Entry #15 from The Work
Rocky Gap, West Virginia
2017
pigment print f. 8x10” film
40x50”
Here we see a tree guarding a rocky crest overlooking U.S. Route 19 near Rocky Gap, West Virginia, forming a mise en scène resembling a contemporary play. This image is from the Highway Arbor project, a series studying trees along highways and byways. Being a type-study, each subject is connected through he presence of a road, usually empty. Like many of my projects, this series began with observing a recurrence of things — subject, context and impression — which I did not listen to at the beginning. It was through their repetition and continued impression on me that I began making the pictures.
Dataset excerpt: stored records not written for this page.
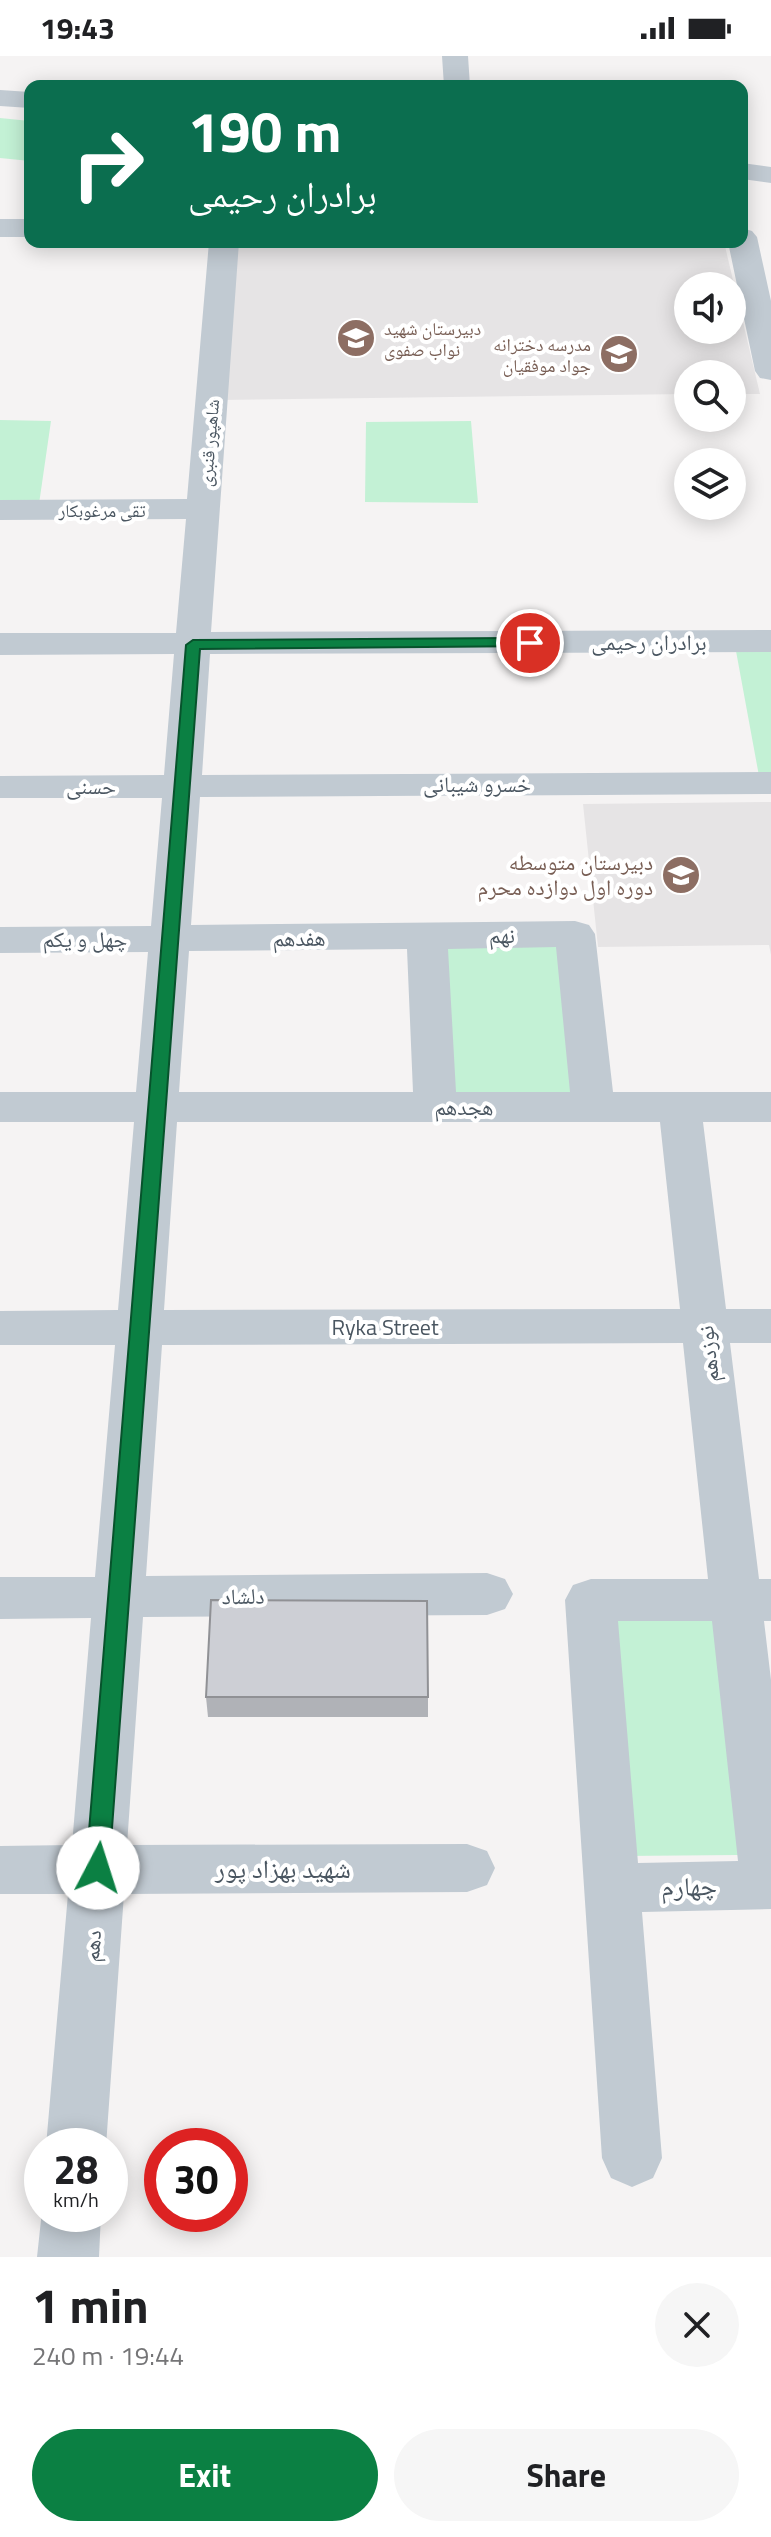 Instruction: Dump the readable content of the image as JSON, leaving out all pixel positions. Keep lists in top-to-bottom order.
{
  "streets": {
    "street": [
      "شاهپور قنبری",
      "تقی مرغوبکار",
      "برادران رحیمی",
      "خسرو شیبانی",
      "حسنی",
      "نهم",
      "هفدهم",
      "چهل و یکم",
      "هجدهم",
      "Ryka Street",
      "نوزدهم",
      "دلشاد",
      "شهید بهزاد پور",
      "چهارم",
      "دهم"
    ]
  },
  "crossings": [
    ["شاهپور قنبری", "تقی مرغوبکار"],
    ["شاهپور قنبری", "برادران رحیمی"],
    ["شاهپور قنبری", "دهم"],
    ["برادران رحیمی", "دهم"],
    ["خسرو شیبانی", "حسنی"],
    ["خسرو شیبانی", "دهم"],
    ["حسنی", "دهم"],
    ["نهم", "هفدهم"],
    ["نهم", "هجدهم"],
    ["هفدهم", "چهل و یکم"],
    ["هفدهم", "دهم"],
    ["چهل و یکم", "دهم"],
    ["هجدهم", "نوزدهم"],
    ["هجدهم", "دهم"],
    ["Ryka Street", "نوزدهم"],
    ["Ryka Street", "دهم"],
    ["نوزدهم", "چهارم"],
    ["دلشاد", "دهم"],
    ["شهید بهزاد پور", "دهم"]
  ],
  "places": {
    "school or university": ["دبیرستان شهید نواب صفوی", "مدرسه دخترانه جواد موفقیان", "دبیرستان متوسطه دوره اول دوازده محرم"]
  },
  "page": {
    "status": "19:43",
    "turn": ["190 m", "برادران رحیمی"],
    "speed": "28 km/h",
    "limit": "30",
    "heading": ["1 min", "240 m · 19:44"],
    "buttons": ["Exit", "Share"]
  }
} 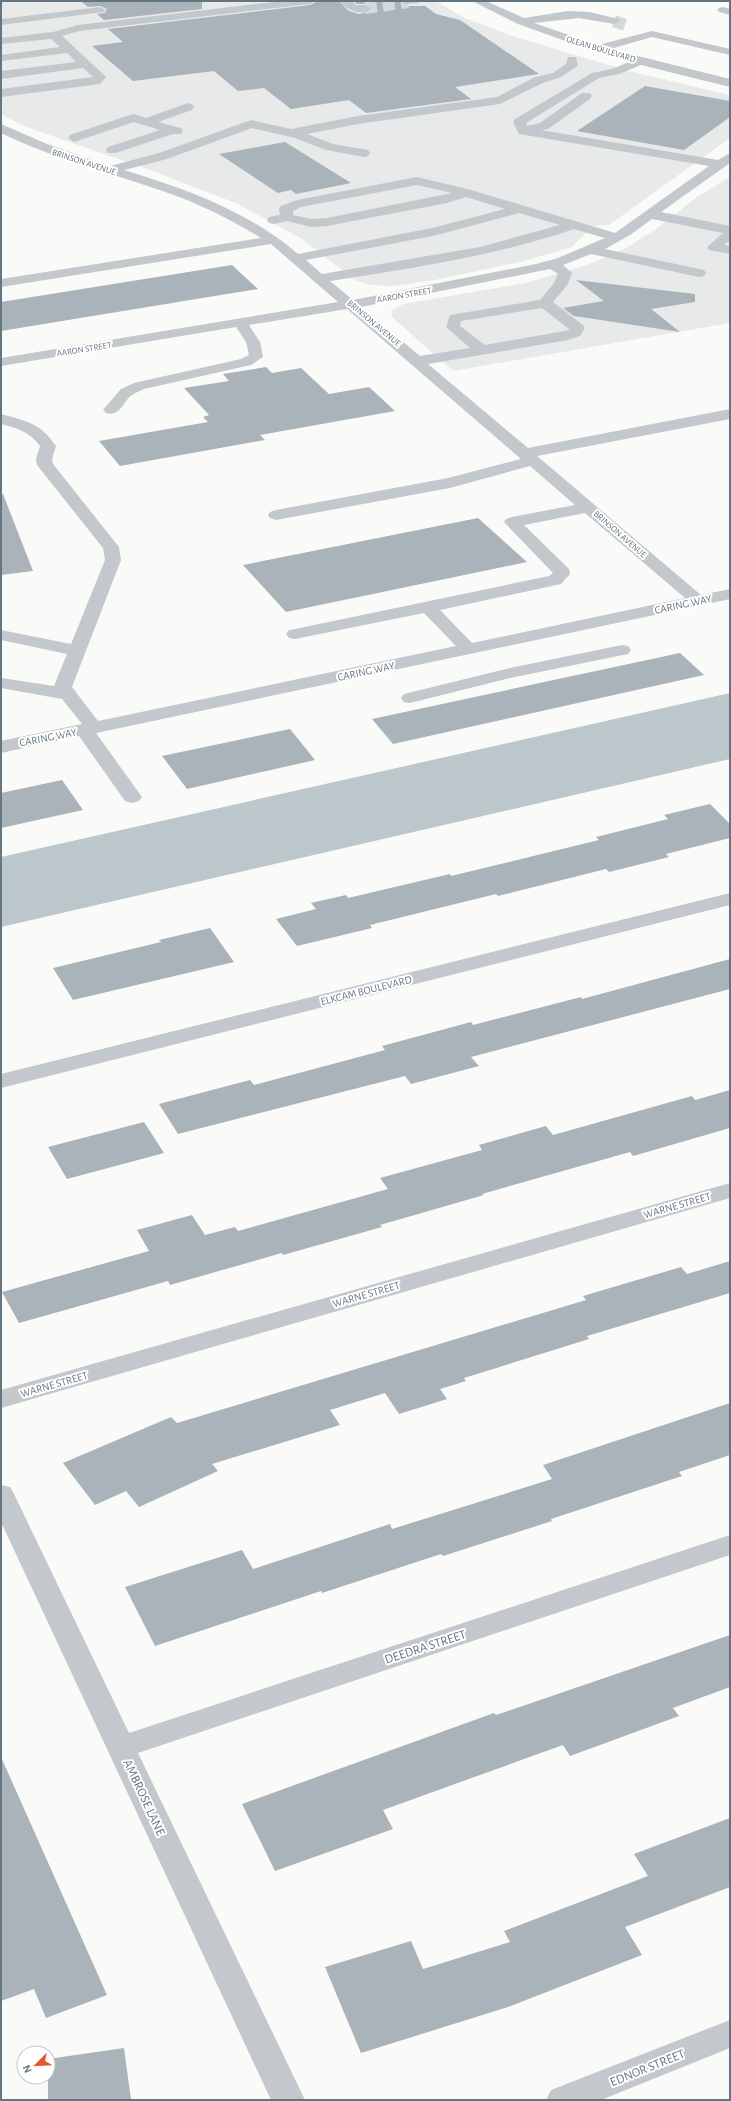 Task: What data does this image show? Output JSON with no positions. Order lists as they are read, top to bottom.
{
  "streets": {
    "street": [
      "OLEAN BOULEVARD",
      "BRINSON AVENUE",
      "AARON STREET",
      "CARING WAY",
      "ELKCAM BOULEVARD",
      "WARNE STREET",
      "DEEDRA STREET",
      "AMBROSE LANE",
      "EDNOR STREET"
    ]
  },
  "crossings": [
    ["BRINSON AVENUE", "AARON STREET"],
    ["BRINSON AVENUE", "CARING WAY"],
    ["DEEDRA STREET", "AMBROSE LANE"]
  ],
  "north": "bottom left"
} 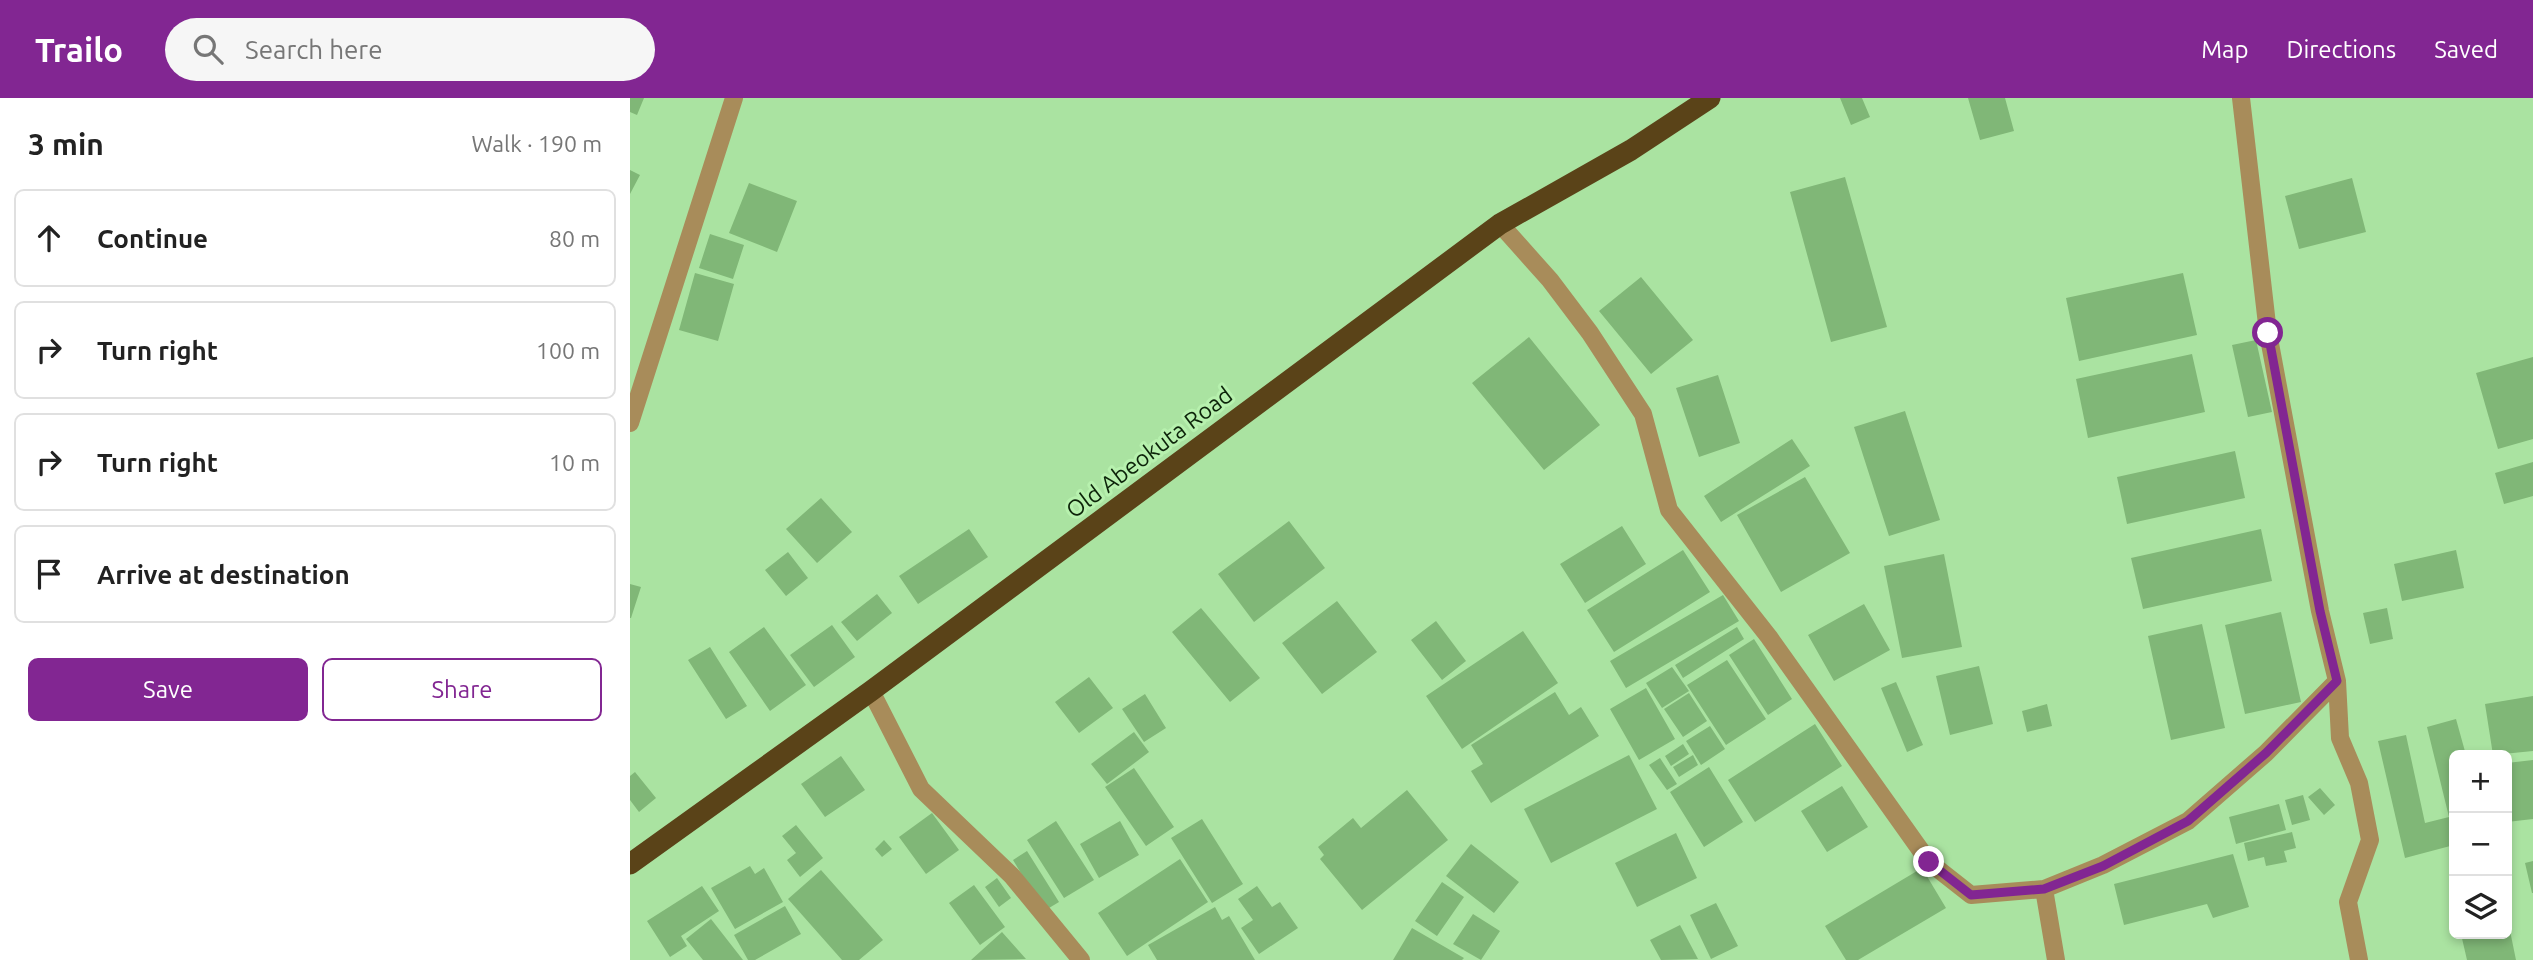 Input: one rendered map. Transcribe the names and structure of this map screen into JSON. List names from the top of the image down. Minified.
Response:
{"streets":{"highway":["Old Abeokuta Road"]},"page":{"header":"Trailo","search":"Search here","nav":["Map","Directions","Saved"],"heading":["3 min","Walk · 190 m"],"list":[["Continue","80 m"],["Turn right","100 m"],["Turn right","10 m"],"Arrive at destination"],"buttons":["Save","Share"],"map_buttons":["+","−"]}}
I could no longer resist their power over me. The trees became my companions as I sought out other people and places to photograph throughout the American Realm. Each one began to mean something to me. I had to photograph this sensation. I often see the work I do in photography as bouncing between the extremes of the literal and figurative. The literal is the tree, the road, the signs. All that which is described. The figurative begins where the literal leaves off. What does this setting mean? The relations of one tree to another, how it relates to the road, the feeling it conjures. The shapes of nature in contrast to the manmade road. Indeed pictures hold up endless ways to explore the figurative. During long stretches of time driving, it is difficult not to begin to anthropomorphize, to attribute these trees human characteristics. In cities we have parks deliberately constructed and trees planted according to the phenomenological goals of urban planners. These arboreal roadside companions seem to eschew any of that. Instead they stand as objects of serendipitous beauty, unintentionally placed yet completely appropriate.
John Sanderson
New York City
1/2/2025
Grab a copy of THE GROVE, my new photobook and poem through my website for the New Year.
Journal introduction from The Work
The American landscape in my time. Thousands upon thousands of miles traversed in search of pictures.
They become pictures when I see something.
Something which cannot be explained in words, only related to on some level of empathy.
Feeling with the light, subject or an arrangement of the two.
Driving, walking, searching deeper and longer for that which eludes me.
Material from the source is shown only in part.